Deep-dwelling Creatures Hold Clues to Climate Change
Thomas P. Guilderson
Department of Ocean Sciences,
Univ. of California, Santa Cruz,
Center for Accelerator Mass Spectrometry, LLNL
Robert B. Dunbar
Stanford University
B. Lynn Ingram
Univ. of California, Berkeley
This expedition includes a research study to increase our understanding of climate and ecosystem variability in the Gulf of Alaska. We will focus on the natural variability of the dominant atmospheric pressure cell (the Aleutian Low) as it relates to the Pacific Decadal Oscillation (a change in climate that occurs approximately every every few decades) and air circulation over the Pacific Ocean. Observational evidence indicates that regional-scale disturbances of the Aleutian Low generate far-field temperature anomalies in the central and eastern North Pacific. The size and intensity of the Aleutian Low, in conjunction with North Pacific sea-surface temperature patterns, initiate prominent and persistent anomalies that have profound consequences on the climate of the Pacific and North America.
These changes in atmospheric circulation can, for example, reposition the jet stream, among other things. These anomalies are known to have certain rhthyms, lasting from a year to a decade, with distinct shifts in temperature. We do not know, however, what triggers them, or whether warmer or colder temperatures will be favored as atmospheric concentrations of carbon dioxide continue to increase.
To study past variations in climate, we will look at the biological, geological, and chemical characteristics of the skeletons of microscopic animals, such as foraminifera, and macrofauna, such as deep-sea corals (Azooxanthellate) and related organisms (e.g., sclerosponges, proteinaceous zooanthids). In general, studies utilizing these organisms have been based on individuals recovered in dredges and hauls. Only recently has there been a more concerted effort to understand the biogeochemistry of these species and their novel applications in reconstructing surface and subsurface conditions.
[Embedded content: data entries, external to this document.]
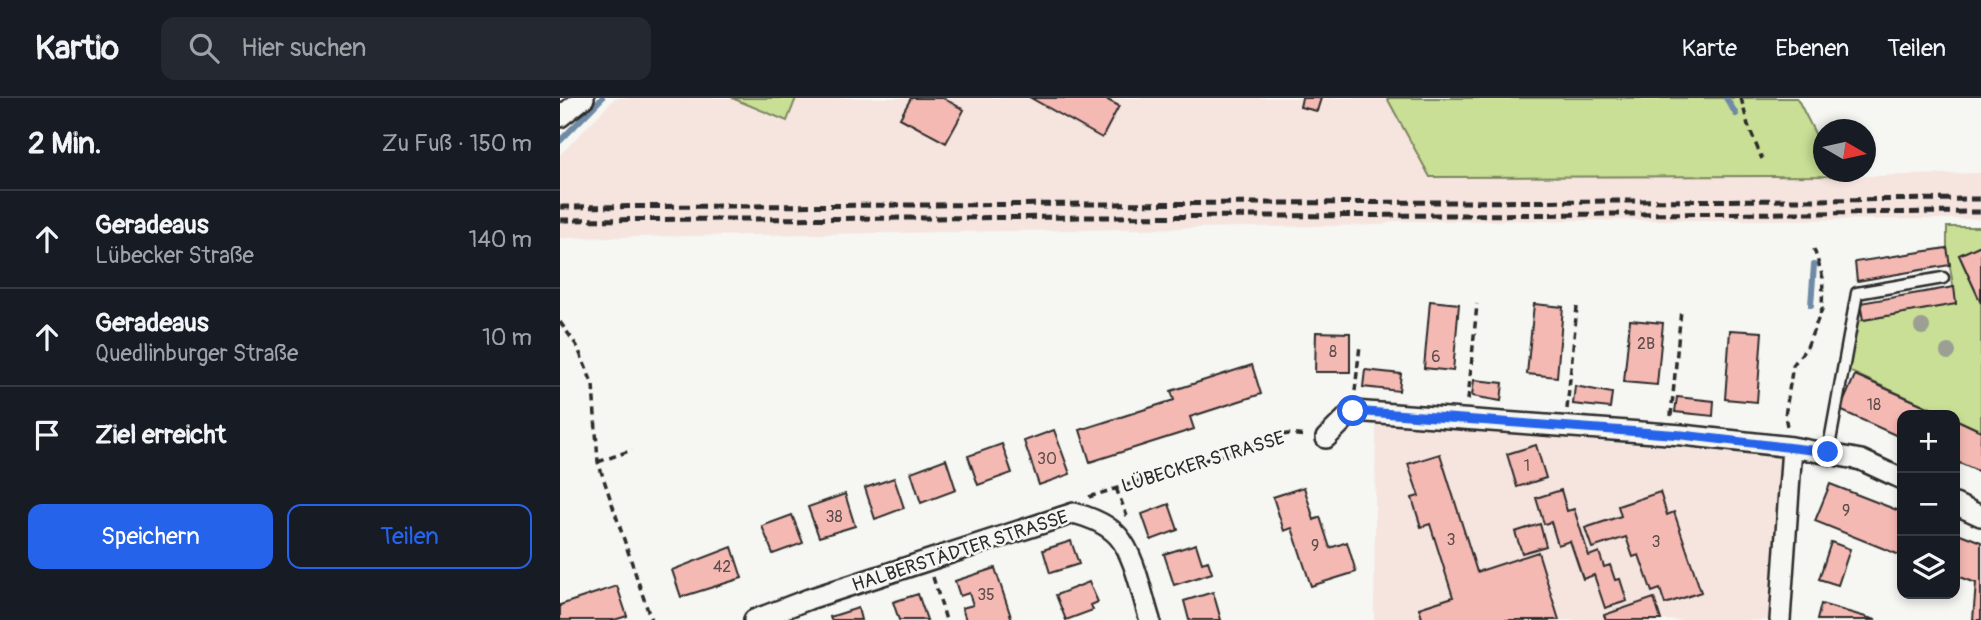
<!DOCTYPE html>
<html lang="de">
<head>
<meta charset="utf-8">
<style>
  body { margin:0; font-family:Pangolin,sans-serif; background:#242831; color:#f1f3f6 }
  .controls { position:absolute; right:21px; bottom:21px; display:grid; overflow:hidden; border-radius:14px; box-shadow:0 4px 10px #0003 }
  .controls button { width:63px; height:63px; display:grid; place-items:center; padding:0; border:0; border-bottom:2px solid #363941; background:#171b24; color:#f1f3f6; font:35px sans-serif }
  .compass { position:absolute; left:1253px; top:21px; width:63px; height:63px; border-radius:50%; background:#171b24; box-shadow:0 4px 10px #0003; rotate:99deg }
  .stop { position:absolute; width:21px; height:21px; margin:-16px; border:5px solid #2563eb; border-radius:50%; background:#fff }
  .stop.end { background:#2563eb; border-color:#fff; box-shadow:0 2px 7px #0008 }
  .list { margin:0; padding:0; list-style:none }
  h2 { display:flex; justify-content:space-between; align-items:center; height:91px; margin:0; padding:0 28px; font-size:30px }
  h2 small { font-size:23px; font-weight:400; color:#9ea1a6 }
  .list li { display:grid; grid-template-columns:46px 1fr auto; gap:21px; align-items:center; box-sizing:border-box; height:98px; padding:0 28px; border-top:2px solid #363941 }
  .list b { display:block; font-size:26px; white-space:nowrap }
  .list p { margin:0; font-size:23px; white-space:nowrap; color:#9ea1a6 }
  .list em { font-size:23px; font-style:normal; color:#9ea1a6 }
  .actions { display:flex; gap:14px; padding:21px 28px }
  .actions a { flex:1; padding:16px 0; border:2px solid #2563eb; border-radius:14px; text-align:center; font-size:24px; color:#2563eb }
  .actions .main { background:#2563eb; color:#fff }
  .icon { flex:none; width:38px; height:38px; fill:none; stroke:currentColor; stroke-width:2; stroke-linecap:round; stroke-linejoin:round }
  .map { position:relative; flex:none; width:1421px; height:522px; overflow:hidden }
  header { display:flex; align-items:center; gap:42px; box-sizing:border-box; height:98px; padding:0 35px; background:#171b24; border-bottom:2px solid #363941 }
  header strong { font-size:33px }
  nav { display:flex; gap:38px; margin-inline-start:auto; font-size:24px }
  .search { width:490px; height:63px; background:#242831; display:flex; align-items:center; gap:18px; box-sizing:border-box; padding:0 24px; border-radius:14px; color:#9ea1a6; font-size:26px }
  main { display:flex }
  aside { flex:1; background:#171b24 }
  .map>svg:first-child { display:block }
  .built { fill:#f6e4df }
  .green { fill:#c9df95; stroke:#7a8560; stroke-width:2 }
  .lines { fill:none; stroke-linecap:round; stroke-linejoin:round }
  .stream { stroke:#6e8aa5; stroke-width:6 }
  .building { fill:#f5b9b3; stroke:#2b2b2b; stroke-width:2 }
  .lane-casing { stroke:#2b2b2b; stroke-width:15 }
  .street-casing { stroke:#2b2b2b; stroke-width:24 }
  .path { stroke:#2b2b2b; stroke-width:3.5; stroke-dasharray:7 5; stroke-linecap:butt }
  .lane { stroke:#f6f6f2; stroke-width:10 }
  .street { stroke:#f6f6f2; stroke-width:19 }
  .rail { stroke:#2b2b2b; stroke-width:5; stroke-dasharray:10 5; stroke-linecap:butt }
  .tree { fill:#9c9f93 }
  .route { stroke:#2563eb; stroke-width:9 }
  .labels { text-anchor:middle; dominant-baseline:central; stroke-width:5; stroke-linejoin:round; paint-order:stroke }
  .number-label { font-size:16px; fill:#5e4e4d }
  .street-label { font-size:19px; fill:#2b2b2b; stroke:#f6f6f2 }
</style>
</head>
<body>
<header>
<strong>Kartio</strong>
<div class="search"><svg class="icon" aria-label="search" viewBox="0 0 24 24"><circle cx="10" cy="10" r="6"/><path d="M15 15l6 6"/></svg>Hier suchen</div>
<nav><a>Karte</a><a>Ebenen</a><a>Teilen</a></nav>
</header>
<main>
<aside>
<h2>2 Min.<small>Zu Fuß · 150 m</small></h2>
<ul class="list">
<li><svg class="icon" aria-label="ahead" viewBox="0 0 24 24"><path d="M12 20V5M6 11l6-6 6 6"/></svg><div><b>Geradeaus</b><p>Lübecker Straße</p></div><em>140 m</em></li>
<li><svg class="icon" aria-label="ahead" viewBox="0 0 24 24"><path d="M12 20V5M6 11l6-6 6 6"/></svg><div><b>Geradeaus</b><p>Quedlinburger Straße</p></div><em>10 m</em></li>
<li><svg class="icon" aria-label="arrive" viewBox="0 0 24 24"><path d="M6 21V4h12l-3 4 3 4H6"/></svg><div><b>Ziel erreicht</b></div></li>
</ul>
<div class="actions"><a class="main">Speichern</a><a>Teilen</a></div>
</aside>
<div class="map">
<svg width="1421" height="522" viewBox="0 0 1421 522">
  <rect width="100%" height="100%" fill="#f6f6f2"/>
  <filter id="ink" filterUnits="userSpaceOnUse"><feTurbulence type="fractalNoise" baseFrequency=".0143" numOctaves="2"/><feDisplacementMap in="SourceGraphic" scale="14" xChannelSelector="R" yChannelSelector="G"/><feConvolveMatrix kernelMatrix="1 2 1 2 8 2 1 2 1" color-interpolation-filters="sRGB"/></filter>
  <g filter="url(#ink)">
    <path class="built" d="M55 0H826L870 79H1280L1421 75V121L834 123 822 127 0 140V57Z
      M816 325 1221 358 1208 522H814Z"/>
    <path class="green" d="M172 0H236L227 23Z
      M827 0H1237L1263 51 1264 74H1275L1278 78 870 79Z
      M1387 129H1421V147L1399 157 1421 205V333L1395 321V317H1386L1284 271 1292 224 1396 206 1387 150Z"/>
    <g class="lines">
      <path class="stream" d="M1166 0 1176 16
        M0 43 42 0
        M1251 207 1254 167"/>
    </g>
    <path class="building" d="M351 0H383L404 12 386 45 340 20Z
      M471 0H544L559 8 542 40Z
      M742 0H761L757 13 740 9Z
      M1421 147V205L1399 157Z
      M1387 150 1390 167 1297 183 1295 164Z
      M1394 189 1396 206 1303 222 1300 205Z
      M870 203 899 206 893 273 864 270Z
      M974 206 1003 209 997 279 967 276Z
      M1070 222 1103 225 1097 287 1064 284Z
      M1170 232 1202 234 1197 304 1165 301Z
      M756 234 790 235V274H755Z
      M692 267 701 296 630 319 634 331 530 364 520 332 614 302 611 293Z
      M805 272 841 276 839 293 803 289Z
      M1295 277 1386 317H1342V340L1280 312Z
      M914 282 943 285 941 303 912 298Z
      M1015 288 1052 295 1050 310 1013 306Z
      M1117 299 1154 303 1153 318 1115 314Z
      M1395 321 1421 333 1420 374 1395 363Z
      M494 332 510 376 479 387 464 343Z
      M442 346 452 375 418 387 408 358Z
      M976 347 986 380 957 389 947 356Z
      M880 356 917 474 978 454 999 522H855L862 520 859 510 893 499 870 426 861 429 852 400 859 398 848 366Z
      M386 361 396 392 361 405 351 374Z
      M334 380 344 410 315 421 305 390Z
      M1270 386 1342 414V458L1255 423Z
      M744 389 754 422 760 419 770 450 787 444 796 474 751 488 732 430 724 433 713 399Z
      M1001 392 1007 413 1014 411 1029 458 1039 454 1044 469 1050 467 1055 482 1060 481 1067 503 1045 510 1034 477 1023 481 1010 443 998 447 991 424 984 426 976 400Z
      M1100 394 1107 417 1114 414 1141 494 1105 506 1100 491 1092 494 1079 457 1073 459 1066 439 1032 450 1025 430 1061 418 1058 408Z
      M285 396 295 428 259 439 248 409Z
      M609 406 618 432 591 442 582 416Z
      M232 417 243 445 213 456 202 428Z
      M980 426 986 448 962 455 955 434Z
      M1395 434 1421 444V522H1413L1416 485 1395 477Z
      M511 443 519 466 490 475 483 452Z
      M1271 444 1290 451 1278 487 1259 481Z
      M636 446 642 465 648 463 652 475 614 487 604 456Z
      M172 449 182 480 121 499 112 472Z
      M435 470 452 522H406L402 510 413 507 409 495 400 498 395 483Z
      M529 484 538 504 531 507 533 512 506 522 496 497Z
      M57 488 67 518 54 522H0V507Z
      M653 494 661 522H629L624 503Z
      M358 496 367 522H339L333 504Z
      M1094 500 1101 522H1046L1044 517Z
      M1261 506 1316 522H1257Z
      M298 510 301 522H271L270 519Z"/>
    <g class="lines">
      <defs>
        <path id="lane" d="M1268 354 1297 195 1383 180"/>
        <path id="street" d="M0 19 24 0
          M766 340 793 313 1122 337 1232 349 1301 362 1342 381
          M1395 406 1421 418
          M194 522 249 501 514 415C529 419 547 426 558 438 575 457 582 498 590 522
          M1220 522 1232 349"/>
      </defs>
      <use href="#lane" class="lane-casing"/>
      <use href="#street" class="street-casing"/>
      <path class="path" d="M1181 0 1188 27 1202 61
        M0 224 17 248 33 287 38 364 91 522
        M795 293 800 247
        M908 302 917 206
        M1007 311 1017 209
        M1111 318 1121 212
        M1227 328 1225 318 1233 267 1247 249 1262 211 1263 180 1254 151
        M38 364 72 352
        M556 390 567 418
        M529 399 727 336 746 338
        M373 479 386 522"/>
      <use href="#lane" class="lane"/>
      <use href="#street" class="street"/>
      <path class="rail" d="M0 109 1421 101
        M0 122 1421 114"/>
    </g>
    <g class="tree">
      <circle cx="1362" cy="229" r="8"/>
      <circle cx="1388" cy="254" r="8"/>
    </g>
  </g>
  <g class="lines" filter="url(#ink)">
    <path class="route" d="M793 313 1122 337 1268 354"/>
  </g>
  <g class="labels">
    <g class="number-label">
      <text x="1086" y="246">2B</text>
      <text x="773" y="254">8</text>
      <text x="876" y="259">6</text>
      <text x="1314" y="307">18</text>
      <text x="487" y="361">30</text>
      <text x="967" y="368">1</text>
      <text x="1286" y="413">9</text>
      <text x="274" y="419">38</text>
      <text x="891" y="442">3</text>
      <text x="1096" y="444">3</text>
      <text x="755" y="448">9</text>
      <text x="162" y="469">42</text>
      <text x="426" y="497">35</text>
    </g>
    <g class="street-label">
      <text transform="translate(643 364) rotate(-17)">LÜBECKER STRASSE</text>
      <text transform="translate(400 453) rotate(-18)">HALBERSTÄDTER STRASSE</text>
    </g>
  </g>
</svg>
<div class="controls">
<button>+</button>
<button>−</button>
<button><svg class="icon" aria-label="layers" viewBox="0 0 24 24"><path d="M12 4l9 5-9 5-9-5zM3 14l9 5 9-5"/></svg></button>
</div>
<svg class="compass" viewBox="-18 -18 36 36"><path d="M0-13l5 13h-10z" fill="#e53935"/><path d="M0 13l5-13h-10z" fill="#9ea1a6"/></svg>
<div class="stop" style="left:793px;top:313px"></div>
<div class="stop end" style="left:1268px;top:354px"></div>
</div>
</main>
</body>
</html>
One reason deep-sea corals may be an excellent source of clues to the distant past is that they occur in all the world's oceans, at depths ranging from 0 to 6,200 meters and in water temperatures ranging from 4 to 29 °C. The highest population density of deep-sea corals occurs between 500 and 2,000 m, including a large and diverse distribution along the Alaskan continental margin and the Gulf of Alaska.
A secondary objective of our study is to document the longevity of these deep-sea macrofauna. Gigantia and longevity (big and old) is a common biological adaptation in species. Our own research on deep-sea macrofauna, including stony corals and proteinaceous zooanthids, indicates that some individuals live for centuries to millennia -- they are the "old-growth redwoods" of the deep ocean. The fact that these individuals live for such a long time means that we can use them to reconstruct past variations in ocean circulation and surface ocean productivity, in the same fashion that we can reconstruct climate variability from tree rings.
These large, deep-sea fauna have even more in common with old-growth redwoods: They provide habitat for what would otherwise be a much less diverse group of deep-ocean organisms (biota). Deep-sea corals take a long time to grow large, and are threatened by indiscriminate human activities such as trawling and dredging. We wonder, what will happen to these organisms and the deep-sea ecosystems they support as people grapple with "greenhouse warming" and if they do not strive to reduce carbon-dioxide emissions the world over?